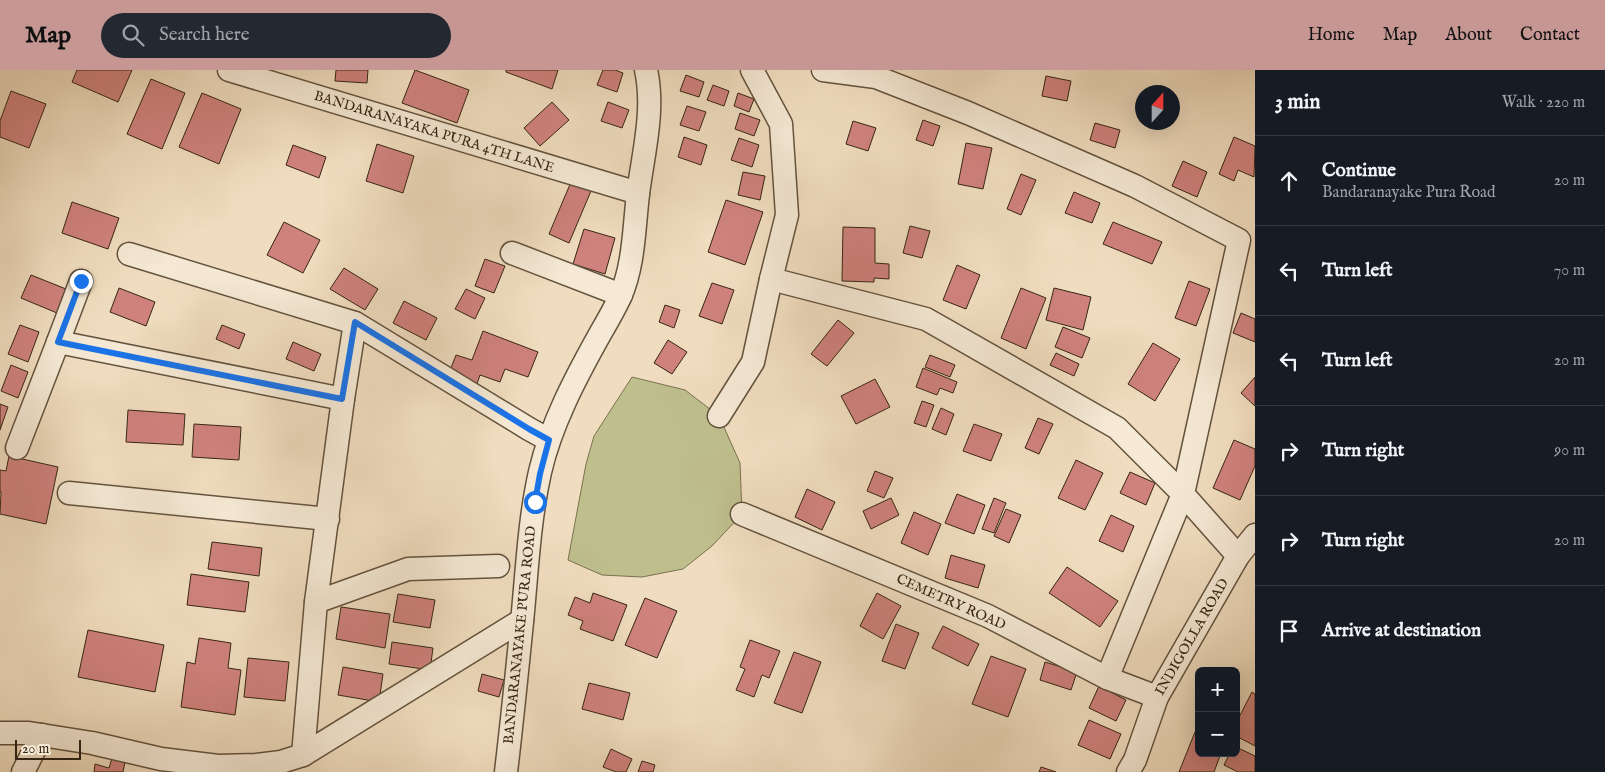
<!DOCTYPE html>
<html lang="en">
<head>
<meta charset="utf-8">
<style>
  :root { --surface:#171b24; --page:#242831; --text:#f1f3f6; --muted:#9ea1a6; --line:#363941; --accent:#c59692 }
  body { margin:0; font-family:"IM FELL English",serif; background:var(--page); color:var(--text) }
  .controls { position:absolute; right:15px; bottom:15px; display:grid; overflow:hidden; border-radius:8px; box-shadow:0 5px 20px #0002 }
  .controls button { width:45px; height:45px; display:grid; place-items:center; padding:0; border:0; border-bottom:1px solid var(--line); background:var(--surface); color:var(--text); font:25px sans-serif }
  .compass { position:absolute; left:1135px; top:15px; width:45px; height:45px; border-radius:50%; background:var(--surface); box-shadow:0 5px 20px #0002; rotate:21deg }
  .scale { position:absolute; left:15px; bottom:12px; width:66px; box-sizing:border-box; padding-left:5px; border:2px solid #362513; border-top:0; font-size:14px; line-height:18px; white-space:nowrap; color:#362513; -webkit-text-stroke:4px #f5e9d5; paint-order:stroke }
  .stop { position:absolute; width:15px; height:15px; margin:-11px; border:4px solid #1a73e8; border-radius:50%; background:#fff }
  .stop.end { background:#1a73e8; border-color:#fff; box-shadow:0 1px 5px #0008 }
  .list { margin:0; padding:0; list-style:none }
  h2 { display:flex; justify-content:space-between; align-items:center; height:65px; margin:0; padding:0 20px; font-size:21px }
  h2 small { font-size:16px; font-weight:400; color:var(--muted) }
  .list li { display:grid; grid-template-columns:32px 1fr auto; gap:15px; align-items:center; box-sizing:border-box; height:90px; padding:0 20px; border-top:1px solid var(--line) }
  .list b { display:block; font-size:19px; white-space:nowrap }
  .list p { margin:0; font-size:16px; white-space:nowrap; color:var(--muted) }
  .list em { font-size:16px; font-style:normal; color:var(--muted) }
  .icon { flex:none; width:28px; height:28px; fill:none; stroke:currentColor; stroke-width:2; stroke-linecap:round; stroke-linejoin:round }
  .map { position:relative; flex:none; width:1255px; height:702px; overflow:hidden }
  header { display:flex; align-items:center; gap:30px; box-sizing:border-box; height:70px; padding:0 25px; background:var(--accent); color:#111 }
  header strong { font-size:24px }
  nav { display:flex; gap:28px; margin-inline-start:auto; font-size:18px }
  .search { width:350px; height:45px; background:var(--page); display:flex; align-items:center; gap:12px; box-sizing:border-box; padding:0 18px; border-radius:28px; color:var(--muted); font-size:19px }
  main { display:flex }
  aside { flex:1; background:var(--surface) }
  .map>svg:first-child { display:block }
  .green { fill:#bfbf8e; stroke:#7a7250 }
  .building { fill:#cf827d; stroke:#362513 }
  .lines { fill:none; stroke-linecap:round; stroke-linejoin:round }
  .street-casing { stroke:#64533e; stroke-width:25 }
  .street { stroke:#f5e9d5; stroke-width:22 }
  .route { stroke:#1a73e8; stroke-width:6 }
  .labels { text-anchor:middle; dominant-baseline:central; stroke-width:4; stroke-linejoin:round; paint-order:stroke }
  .street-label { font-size:14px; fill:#362513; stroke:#f5e9d5 }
</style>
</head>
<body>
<header>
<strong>Map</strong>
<div class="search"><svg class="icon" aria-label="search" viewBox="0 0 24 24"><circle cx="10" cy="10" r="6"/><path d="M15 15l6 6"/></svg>Search here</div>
<nav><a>Home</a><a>Map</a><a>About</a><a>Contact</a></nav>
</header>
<main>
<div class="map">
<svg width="1255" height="702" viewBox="0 0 1255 702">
  <rect width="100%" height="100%" fill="#f0ddbf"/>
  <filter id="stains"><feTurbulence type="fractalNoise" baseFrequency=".004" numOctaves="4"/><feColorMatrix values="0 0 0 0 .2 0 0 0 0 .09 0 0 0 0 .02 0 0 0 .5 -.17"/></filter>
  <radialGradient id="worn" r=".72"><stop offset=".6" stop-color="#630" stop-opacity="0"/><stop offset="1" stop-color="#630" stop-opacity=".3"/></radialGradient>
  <polygon class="green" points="632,307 685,320 719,346 740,393 742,444 712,476 683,499 642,507 602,505 568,490 586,394 594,366"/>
  <g class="building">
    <polygon points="77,0 132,0 118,32 72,12"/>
    <polygon points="336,0 368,0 367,13 335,11"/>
    <polygon points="415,0 469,20 457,53 402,33"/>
    <polygon points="506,0 558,0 552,19 506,2"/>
    <polygon points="603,0 615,0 623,3 617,22 597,15"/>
    <polygon points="686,5 704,12 699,27 680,21"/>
    <polygon points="1046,6 1071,11 1067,31 1042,26"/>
    <polygon points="151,9 185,23 162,79 127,64"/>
    <polygon points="713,15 729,21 724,36 707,30"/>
    <polygon points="11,21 46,34 29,78 0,67 0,51"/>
    <polygon points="202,23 241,39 219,94 179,77"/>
    <polygon points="738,23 754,29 749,42 734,36"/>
    <polygon points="552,32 569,50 540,76 524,58"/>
    <polygon points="608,32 629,40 622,58 601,51"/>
    <polygon points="687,36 706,42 699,61 680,55"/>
    <polygon points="740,43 760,50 754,66 735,59"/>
    <polygon points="923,50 940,56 933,76 916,70"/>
    <polygon points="853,51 876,58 868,81 846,74"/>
    <polygon points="1095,53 1120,60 1115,78 1090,70"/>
    <polygon points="684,67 707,75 701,95 678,87"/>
    <polygon points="1234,67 1255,76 1254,107 1238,100 1234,111 1219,104"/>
    <polygon points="739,68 759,75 752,97 731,90"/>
    <polygon points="966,73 992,78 983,119 958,114"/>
    <polygon points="377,74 414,86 403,123 366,111"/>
    <polygon points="293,75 326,87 319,108 286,95"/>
    <polygon points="1183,91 1207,102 1197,127 1172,116"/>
    <polygon points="743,102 765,106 760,130 738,125"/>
    <polygon points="1021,104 1036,110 1021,145 1007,139"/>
    <polygon points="571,112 591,121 569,173 549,164"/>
    <polygon points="1074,122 1100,133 1092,153 1065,143"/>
    <polygon points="726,130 763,142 745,195 708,182"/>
    <polygon points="72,132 119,148 108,179 62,163"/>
    <polygon points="284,152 320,170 303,203 267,185"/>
    <polygon points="1113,152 1162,172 1152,194 1103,174"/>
    <polygon points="910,156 930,161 922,188 903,183"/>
    <polygon points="843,157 875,158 875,193 889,194 889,209 874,208 874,212 842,211"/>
    <polygon points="584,159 615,168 605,204 573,194"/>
    <polygon points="485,189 505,196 494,223 475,216"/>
    <polygon points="957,195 980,205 966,239 943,230"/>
    <polygon points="344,198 378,219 365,240 330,219"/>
    <polygon points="31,205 66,219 57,243 21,228"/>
    <polygon points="1189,211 1210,219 1196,256 1175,248"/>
    <polygon points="712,213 734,220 722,254 699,246"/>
    <polygon points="119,218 155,232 146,256 110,242"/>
    <polygon points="1021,218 1046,228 1026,279 1001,268"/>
    <polygon points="1054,218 1091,227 1083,260 1046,250"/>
    <polygon points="466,219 485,228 475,249 455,239"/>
    <polygon points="404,231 437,248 426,270 393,253"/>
    <polygon points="665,235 680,240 674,258 659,252"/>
    <polygon points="1241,243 1255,249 1255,272 1233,263"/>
    <polygon points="838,250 854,263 827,296 811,284"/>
    <polygon points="20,255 39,262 28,292 8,284"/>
    <polygon points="222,255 245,264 239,279 216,269"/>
    <polygon points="1063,257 1090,268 1082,288 1055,277"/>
    <polygon points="483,261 538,282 528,307 505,299 500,312 480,305 477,314 449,303 456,285 472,290"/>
    <polygon points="668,270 687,282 672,304 654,293"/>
    <polygon points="293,272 321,284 314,301 286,289"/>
    <polygon points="1153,273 1180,289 1155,331 1128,314"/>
    <polygon points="1056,283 1079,294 1074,306 1050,295"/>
    <polygon points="930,285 955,295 950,307 925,297"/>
    <polygon points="11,295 28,302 18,328 1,321"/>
    <polygon points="923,298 957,312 953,323 940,318 937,325 916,317"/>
    <polygon points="1255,307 1255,336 1241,323"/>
    <polygon points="875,309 890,337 856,354 841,326"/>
    <polygon points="922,331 934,335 926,357 914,353"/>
    <polygon points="0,334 8,337 0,360"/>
    <polygon points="941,338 954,344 946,365 932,359"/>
    <polygon points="128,340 185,344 183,375 126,372"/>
    <polygon points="1038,348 1053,354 1039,384 1025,378"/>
    <polygon points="194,354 241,357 239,390 192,387"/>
    <polygon points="974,354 1002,364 991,391 963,381"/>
    <polygon points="1234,370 1255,379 1255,396 1240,430 1213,418"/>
    <polygon points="9,386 58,397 46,454 0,444 1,422 0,422 0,400 6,401"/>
    <polygon points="1076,390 1103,403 1085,440 1058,428"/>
    <polygon points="875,401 893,408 884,428 867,421"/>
    <polygon points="1130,402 1155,413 1146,435 1120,423"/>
    <polygon points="807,419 835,432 822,460 795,447"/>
    <polygon points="957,424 985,435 974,464 945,453"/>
    <polygon points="891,428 899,445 871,459 863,441"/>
    <polygon points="994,428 1006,433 994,463 982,459"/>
    <polygon points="1006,439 1021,445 1009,473 994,466"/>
    <polygon points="914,442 941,454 928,485 901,473"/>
    <polygon points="1111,445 1134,456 1123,482 1099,471"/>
    <polygon points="212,472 262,478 259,506 208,499"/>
    <polygon points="951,485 985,495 978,518 945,508"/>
    <polygon points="1067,497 1118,531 1100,557 1049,523"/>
    <polygon points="191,504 249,512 245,542 187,535"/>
    <polygon points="593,523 627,535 613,571 580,559 583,551 568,545 575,527 590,533"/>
    <polygon points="877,523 901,536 883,569 860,556"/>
    <polygon points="398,524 435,530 430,558 393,552"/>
    <polygon points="645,528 677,541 657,588 625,575"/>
    <polygon points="341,537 390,544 385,578 336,569"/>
    <polygon points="896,554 919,563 905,599 882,591"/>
    <polygon points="943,556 979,574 968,596 932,578"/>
    <polygon points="88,560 164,575 155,622 78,607"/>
    <polygon points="199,568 231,573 228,598 241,600 235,645 181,637 187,592 195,594"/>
    <polygon points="750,570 780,581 769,608 762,605 754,627 736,620 745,599 740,597"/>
    <polygon points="392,572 433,578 430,600 389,594"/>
    <polygon points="794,582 821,592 802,643 774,633"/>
    <polygon points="991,586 1026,599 1008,647 972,634"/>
    <polygon points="248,588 289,592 285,631 244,627"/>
    <polygon points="1045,592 1077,602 1071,620 1040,610"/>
    <polygon points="343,597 383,604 379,632 338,625"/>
    <polygon points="482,604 504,610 499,627 478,621"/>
    <polygon points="589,613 630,623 623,650 582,639"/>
    <polygon points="1099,616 1126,630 1116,651 1089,638"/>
    <polygon points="1252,622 1255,624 1255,676 1236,666 1236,653"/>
    <polygon points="1089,650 1121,664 1110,689 1078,675"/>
    <polygon points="1195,662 1199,663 1199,683 1221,683 1214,702 1179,702"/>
    <polygon points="1236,677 1255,686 1255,702 1238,702 1224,695 1230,683 1236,683"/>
    <polygon points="611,679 632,689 626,702 616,702 603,697"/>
    <polygon points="112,688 125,692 123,702 94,702 95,694 109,698"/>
    <polygon points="642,691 655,695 653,702 638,702"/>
    <polygon points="1041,697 1056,702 1039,702"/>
  </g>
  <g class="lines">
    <g class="street-casing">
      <g id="street">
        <polyline points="229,0 638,123"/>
        <polyline points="823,0 876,7 968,43 1135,116 1239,170 1183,424 1107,608"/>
        <polyline points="512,183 621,225"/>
        <polyline points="129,184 355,253 529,359 549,370"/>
        <polyline points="771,209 926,249 1117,358 1183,424 1238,486"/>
        <polyline points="81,211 58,272 343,329"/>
        <polyline points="355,253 343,329 316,532 303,685 522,550"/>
        <polyline points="719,346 753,292 771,209 787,145 781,54 752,0"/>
        <polyline points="17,378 58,272"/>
        <polyline points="69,423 328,449"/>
        <polyline points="742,444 988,546 1107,608 1157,627"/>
        <polyline points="316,532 408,499 498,496"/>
        <polyline points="0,663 29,663 92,673 161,689 218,696 257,695 281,692 303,685"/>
        <polyline points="23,702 42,665"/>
        <path d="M506,702C512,652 517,602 522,552C527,502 529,451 540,402C551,354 576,307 600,264C607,252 614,240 620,227C634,196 634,158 638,124C643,84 655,40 646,0"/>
        <polyline points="1128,702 1135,690 1157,627 1238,486 1255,465"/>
      </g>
    </g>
    <use href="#street" class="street"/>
  </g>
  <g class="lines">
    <polyline class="route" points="81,211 58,272 342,329 355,252 529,359 549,370 540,404 535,432"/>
  </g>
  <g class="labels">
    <g class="street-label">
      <text transform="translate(434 62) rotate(17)">BANDARANAYAKA PURA 4TH LANE</text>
      <text transform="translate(951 532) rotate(24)">CEMETRY ROAD</text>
      <text transform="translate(520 565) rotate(-84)">BANDARANAYAKE PURA ROAD</text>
      <text transform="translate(1192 567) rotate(-60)">INDIGOLLA ROAD</text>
    </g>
  </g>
  <rect width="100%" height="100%" filter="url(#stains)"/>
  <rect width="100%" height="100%" fill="url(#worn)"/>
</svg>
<div class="controls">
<button>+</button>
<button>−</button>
</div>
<svg class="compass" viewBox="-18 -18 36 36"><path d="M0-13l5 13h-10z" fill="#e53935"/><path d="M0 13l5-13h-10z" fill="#9ea1a6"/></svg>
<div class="scale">20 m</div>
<div class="stop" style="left:535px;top:432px"></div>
<div class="stop end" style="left:81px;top:211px"></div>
</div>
<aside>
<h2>3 min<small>Walk · 220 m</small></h2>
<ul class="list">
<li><svg class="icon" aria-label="ahead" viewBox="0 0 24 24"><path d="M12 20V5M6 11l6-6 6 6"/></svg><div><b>Continue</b><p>Bandaranayake Pura Road</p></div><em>20 m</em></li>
<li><svg class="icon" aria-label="left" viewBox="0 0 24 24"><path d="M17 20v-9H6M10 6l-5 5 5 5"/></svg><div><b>Turn left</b></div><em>70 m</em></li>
<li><svg class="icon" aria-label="left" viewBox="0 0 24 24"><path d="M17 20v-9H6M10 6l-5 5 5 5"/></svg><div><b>Turn left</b></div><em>20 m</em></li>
<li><svg class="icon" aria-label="right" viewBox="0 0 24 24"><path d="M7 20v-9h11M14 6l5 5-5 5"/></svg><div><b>Turn right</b></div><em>90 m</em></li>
<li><svg class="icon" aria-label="right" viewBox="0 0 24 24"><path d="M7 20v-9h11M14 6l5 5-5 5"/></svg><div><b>Turn right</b></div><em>20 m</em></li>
<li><svg class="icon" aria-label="arrive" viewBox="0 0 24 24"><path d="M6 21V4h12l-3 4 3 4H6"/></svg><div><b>Arrive at destination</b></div></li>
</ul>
</aside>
</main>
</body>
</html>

* Problem to solve *
Your reply should contain only an exact copy of the lines from the beginning of the material through the line with "--surface:#171b24; --page:#242831; --text:#f1f3f6;", both ends included, with the pictures removed.

* Answer to this exercise *
<!DOCTYPE html>
<html lang="en">
<head>
<meta charset="utf-8">
<style>
  :root { --surface:#171b24; --page:#242831; --text:#f1f3f6; --muted:#9ea1a6; --line:#363941; --accent:#c59692 }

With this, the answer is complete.